O caso aconteceu na Rua Vinícius de Moraes, quando Valéria atravessava a via. A aposentada fraturou o cotovelo e o punho. Ela também sofreu lesões na boca, joelho e no pé direito, precisando passar por cirurgia. Ao todo, as despesas com os cuidados chegaram a R$ 13 mil.Aposentada foi atropelada por um patinete elétrico | Reprodução
No mês passado, um ciclista que conduzia uma bicicleta elétrica ficou gravemente ferido após colidir com um carro na esquina das ruas Barata Ribeiro e Anita Garibaldi, em Copacabana. A vítima sofreu fraturas expostas e foi socorrida por equipes do Corpo de Bombeiros, sendo levada para um hospital da região.
O que diz a lei
De acordo com o Conselho Nacional de Trânsito (Contran), a regulamentação distingue três categorias:
Bicicletas elétricas: até 1.000 W de potência e 32 km/h de velocidade máxima, sem acelerador. Devem funcionar apenas quando o condutor pedala (sistema de pedal assistido) e não podem levar passageiros.
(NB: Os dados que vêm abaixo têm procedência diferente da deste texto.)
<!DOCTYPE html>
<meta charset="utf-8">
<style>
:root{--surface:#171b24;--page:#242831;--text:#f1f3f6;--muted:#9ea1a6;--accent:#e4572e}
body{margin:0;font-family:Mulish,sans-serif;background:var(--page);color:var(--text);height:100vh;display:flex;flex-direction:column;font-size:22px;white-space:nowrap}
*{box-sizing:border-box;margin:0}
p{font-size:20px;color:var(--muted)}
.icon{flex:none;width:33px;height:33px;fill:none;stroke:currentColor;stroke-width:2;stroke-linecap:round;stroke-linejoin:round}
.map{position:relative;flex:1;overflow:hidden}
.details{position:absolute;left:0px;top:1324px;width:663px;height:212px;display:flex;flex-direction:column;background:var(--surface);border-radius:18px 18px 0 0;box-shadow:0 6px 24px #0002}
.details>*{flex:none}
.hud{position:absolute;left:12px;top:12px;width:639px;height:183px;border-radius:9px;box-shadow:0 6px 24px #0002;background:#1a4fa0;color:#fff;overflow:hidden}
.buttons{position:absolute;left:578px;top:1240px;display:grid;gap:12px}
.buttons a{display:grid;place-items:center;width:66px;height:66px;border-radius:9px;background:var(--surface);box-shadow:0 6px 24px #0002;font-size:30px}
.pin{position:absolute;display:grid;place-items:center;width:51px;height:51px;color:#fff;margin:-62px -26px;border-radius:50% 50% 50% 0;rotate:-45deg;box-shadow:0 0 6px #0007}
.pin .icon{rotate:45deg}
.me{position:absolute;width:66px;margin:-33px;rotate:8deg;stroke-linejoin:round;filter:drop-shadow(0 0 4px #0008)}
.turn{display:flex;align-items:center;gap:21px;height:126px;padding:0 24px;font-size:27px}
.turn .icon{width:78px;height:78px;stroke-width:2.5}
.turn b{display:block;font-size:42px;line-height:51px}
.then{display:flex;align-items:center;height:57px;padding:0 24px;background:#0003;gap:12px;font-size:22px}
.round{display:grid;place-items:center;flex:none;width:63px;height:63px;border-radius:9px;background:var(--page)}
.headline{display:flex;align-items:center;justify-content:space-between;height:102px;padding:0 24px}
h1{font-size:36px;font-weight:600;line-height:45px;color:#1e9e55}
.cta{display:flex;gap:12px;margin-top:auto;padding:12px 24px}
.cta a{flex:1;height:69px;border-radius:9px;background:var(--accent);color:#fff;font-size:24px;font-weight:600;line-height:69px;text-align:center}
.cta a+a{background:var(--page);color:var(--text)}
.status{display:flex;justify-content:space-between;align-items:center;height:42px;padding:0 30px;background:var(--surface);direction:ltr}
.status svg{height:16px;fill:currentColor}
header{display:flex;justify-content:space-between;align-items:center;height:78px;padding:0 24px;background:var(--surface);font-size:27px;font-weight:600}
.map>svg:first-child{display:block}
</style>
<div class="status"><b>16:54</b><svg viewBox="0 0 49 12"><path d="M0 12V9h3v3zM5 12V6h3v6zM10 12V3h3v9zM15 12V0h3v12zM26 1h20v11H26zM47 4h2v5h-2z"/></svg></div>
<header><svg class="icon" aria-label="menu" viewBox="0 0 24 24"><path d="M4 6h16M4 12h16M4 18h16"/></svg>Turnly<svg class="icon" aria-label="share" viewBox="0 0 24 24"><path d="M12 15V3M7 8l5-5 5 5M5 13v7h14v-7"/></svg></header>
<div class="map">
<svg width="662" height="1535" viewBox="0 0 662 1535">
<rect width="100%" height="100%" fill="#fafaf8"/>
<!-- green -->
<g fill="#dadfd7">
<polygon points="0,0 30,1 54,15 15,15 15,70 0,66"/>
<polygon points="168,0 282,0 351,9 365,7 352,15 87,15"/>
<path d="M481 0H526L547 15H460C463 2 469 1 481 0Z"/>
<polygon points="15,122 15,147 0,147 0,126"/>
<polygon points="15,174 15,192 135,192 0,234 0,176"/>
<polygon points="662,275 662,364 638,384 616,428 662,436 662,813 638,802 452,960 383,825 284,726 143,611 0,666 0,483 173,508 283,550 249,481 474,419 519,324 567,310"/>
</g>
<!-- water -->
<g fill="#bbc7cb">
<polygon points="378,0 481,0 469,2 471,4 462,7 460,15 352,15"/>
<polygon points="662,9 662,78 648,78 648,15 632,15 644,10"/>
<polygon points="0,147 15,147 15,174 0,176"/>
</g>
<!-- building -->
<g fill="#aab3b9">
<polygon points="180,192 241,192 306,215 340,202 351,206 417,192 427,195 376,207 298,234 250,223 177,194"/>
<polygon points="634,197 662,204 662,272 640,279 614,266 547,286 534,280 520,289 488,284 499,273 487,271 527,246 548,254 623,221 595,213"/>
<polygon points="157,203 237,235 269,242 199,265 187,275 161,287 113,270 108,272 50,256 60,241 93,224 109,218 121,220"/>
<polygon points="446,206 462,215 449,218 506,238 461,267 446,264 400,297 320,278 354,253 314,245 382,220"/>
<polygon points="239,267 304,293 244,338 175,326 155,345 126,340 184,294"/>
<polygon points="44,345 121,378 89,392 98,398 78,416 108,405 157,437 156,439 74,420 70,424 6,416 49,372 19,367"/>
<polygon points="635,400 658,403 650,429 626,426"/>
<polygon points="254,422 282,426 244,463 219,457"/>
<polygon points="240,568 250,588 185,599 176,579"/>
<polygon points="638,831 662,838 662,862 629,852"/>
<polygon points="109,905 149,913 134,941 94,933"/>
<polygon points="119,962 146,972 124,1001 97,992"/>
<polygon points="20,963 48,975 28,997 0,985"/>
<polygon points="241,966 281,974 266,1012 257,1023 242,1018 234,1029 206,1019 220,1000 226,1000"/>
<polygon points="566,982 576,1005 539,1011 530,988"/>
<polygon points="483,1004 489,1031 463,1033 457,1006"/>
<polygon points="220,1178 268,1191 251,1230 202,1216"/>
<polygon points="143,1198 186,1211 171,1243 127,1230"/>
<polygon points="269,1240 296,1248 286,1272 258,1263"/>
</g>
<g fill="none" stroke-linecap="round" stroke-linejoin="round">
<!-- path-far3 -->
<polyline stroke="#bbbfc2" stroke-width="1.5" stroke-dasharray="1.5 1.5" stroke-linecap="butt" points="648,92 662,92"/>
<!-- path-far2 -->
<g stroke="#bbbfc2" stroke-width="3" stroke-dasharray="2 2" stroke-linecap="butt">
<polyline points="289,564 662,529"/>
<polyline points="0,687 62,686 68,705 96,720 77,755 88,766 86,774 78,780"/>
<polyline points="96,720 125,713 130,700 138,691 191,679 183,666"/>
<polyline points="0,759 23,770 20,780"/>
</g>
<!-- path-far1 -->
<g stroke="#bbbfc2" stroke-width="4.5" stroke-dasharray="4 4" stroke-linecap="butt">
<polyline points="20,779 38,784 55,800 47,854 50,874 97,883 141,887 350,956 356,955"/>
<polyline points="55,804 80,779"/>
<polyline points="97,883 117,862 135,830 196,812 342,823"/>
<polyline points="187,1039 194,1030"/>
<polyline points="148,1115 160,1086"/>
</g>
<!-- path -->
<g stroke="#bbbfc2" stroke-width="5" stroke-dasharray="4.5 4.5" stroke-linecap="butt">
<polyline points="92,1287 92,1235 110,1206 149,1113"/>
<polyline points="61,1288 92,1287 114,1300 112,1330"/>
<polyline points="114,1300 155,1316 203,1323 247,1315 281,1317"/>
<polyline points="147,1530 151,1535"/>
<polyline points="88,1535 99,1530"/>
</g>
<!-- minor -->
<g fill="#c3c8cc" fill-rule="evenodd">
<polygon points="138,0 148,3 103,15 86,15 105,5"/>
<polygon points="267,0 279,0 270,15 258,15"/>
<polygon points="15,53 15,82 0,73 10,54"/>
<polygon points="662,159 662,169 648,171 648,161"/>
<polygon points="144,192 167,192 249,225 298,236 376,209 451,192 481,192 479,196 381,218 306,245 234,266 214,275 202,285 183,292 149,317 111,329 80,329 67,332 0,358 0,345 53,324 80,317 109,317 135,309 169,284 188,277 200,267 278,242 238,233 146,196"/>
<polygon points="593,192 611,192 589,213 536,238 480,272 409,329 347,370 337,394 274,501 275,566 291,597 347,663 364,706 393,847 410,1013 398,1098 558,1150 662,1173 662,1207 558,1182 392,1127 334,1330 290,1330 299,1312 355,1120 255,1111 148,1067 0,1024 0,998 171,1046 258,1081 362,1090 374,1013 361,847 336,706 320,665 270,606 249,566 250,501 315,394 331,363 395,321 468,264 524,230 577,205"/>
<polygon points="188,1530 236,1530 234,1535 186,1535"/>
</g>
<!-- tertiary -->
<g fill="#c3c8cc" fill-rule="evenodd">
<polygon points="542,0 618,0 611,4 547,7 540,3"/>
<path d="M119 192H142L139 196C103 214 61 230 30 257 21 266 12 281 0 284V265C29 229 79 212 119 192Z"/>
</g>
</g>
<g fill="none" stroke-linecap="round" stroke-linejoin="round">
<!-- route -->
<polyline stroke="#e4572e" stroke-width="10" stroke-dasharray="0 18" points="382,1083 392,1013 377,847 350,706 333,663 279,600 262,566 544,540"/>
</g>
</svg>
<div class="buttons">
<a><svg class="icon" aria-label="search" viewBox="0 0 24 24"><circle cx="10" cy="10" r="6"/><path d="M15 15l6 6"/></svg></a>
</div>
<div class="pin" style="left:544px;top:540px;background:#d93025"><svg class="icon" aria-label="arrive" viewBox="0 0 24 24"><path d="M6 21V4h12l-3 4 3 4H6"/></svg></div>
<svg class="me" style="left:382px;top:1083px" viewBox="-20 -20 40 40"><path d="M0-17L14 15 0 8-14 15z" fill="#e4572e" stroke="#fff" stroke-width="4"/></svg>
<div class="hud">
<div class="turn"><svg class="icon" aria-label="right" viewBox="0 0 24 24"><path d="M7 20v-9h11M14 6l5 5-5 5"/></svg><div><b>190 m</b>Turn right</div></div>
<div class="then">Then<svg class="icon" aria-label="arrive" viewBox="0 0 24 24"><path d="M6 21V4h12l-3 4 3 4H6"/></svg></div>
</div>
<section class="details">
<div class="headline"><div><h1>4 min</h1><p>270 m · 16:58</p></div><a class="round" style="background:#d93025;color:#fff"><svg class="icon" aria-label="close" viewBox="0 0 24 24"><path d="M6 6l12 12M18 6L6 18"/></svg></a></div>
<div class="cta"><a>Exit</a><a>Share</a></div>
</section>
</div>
Em versões esportivas, podem atingir até 45 km/h, mas apenas em vias ou competições autorizadas. No Rio, o limite para uso em ciclovias é de 20 km/h, segundo norma municipal. Essas bicicletas não precisam de habilitação, registro ou placa.
Autopropelidos: incluem patinetes, hoverboards, monociclos e bicicletas com acelerador. Têm limite de velocidade de 32 km/h e largura máxima de 70 cm, com distância entre eixos de até 130 cm. Não exigem habilitação, mas devem portar itens básicos de segurança, como campainha, velocímetro (inclusive via aplicativo) e sinalização noturna.
Ciclomotores: São veículos de duas ou três rodas, com motor a combustão de até 50 cilindradas ou motor elétrico de até 4.000 watts. A velocidade máxima de fabricação é de 50 km/h. Diferentemente dos demais, os ciclomotores devem ser registrados e licenciados junto ao Detran e precisam de placa e habilitação, seja na categoria A, a mesma das motocicletas, ou na ACC (Autorização para Conduzir Ciclomotor).
Por lei, esses veículos não podem circular em ciclovias ou calçadas, devendo permanecer nas vias de trânsito comuns, obedecendo às mesmas regras aplicadas às motos.
Para o registro desses veículos, o proprietário deve apresentar documentação completa — nota fiscal, laudo de vistoria, certificado de adequação e identificação do motor.
O prazo de adaptação vai até 31 de dezembro de 2025.